Como los dos partidos del sistema (y la oligarquía que los sustentaba) estaban de acuerdo en lo esencial (defensa del capitalismo, la propiedad privada, la monarquía, el sistema político “de arriba a abajo”), ambos llevaron a cabo las prácticas caciquiles. El candidato oficial, llamado “encasillado”, sabía que tenía ganada la elección antes de que esta se realizara.
Como resultado de toda esta corrupción, con el tiempo se iría produciendo un abismo entre la “España oficial o legal” y la “España real”, la de la miseria en que vivían millones de españoles de ínfimo nivel económico y cultural (un 60 % de analfabetos en 1900) y escasa conciencia política. Se creó así el consiguiente aumento del descrédito hacia la política y los políticos por parte de la mayoría de la población. Todo ello fue denunciado por los intelectuales regeneracionistas (Joaquín Costa, Ángel Ganivet y algunos próximos a la “Generación del 98” como Ortega y Gasset, Antonio Machado, Blasco Ibáñez, Pérez Galdós, Miguel de Unamuno, etc.), sin ningún éxito.

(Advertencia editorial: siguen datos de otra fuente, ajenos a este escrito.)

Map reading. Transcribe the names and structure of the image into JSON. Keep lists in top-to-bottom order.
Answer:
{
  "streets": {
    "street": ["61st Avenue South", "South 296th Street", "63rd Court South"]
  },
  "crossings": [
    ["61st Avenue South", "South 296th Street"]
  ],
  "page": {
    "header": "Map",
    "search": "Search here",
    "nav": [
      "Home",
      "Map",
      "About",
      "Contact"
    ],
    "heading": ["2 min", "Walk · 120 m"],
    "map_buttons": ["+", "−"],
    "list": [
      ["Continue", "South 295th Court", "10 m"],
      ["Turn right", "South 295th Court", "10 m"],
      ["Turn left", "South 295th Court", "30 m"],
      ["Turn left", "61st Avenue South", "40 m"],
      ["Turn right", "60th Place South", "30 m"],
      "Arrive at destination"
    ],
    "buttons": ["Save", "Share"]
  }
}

La Crisis de 1898 y sus Consecuencias
El 15 de febrero de 1898, el acorazado estadounidense Maine, anclado en La Habana para proteger los intereses norteamericanos en la isla, fue hundido por una explosión (254 muertos), culpabilizando EE. UU. a España. El presidente McKinley exigió el armisticio y la independencia de Cuba. España no aceptó y estalló la guerra el 21 de abril de 1898, extendiéndose a Cuba y Filipinas. EE. UU. buscaba eliminar de sus zonas de influencia a la débil España. El gobierno español era consciente de que podía ser un desastre y tampoco contaba con apoyo internacional.
La escuadra española fue derrotada en Cavite (Filipinas) y Santiago (Cuba). En agosto, España pidió el armisticio, y en diciembre de 1898 se firmó la Paz de París: España reconocía la independencia de Cuba y cedía a EE. UU. Puerto Rico, Filipinas y las islas Guam en las Marianas. El resto de las islas Marianas, las Palaos y las Carolinas fueron vendidas a Alemania en 1899 por 15 millones de dólares.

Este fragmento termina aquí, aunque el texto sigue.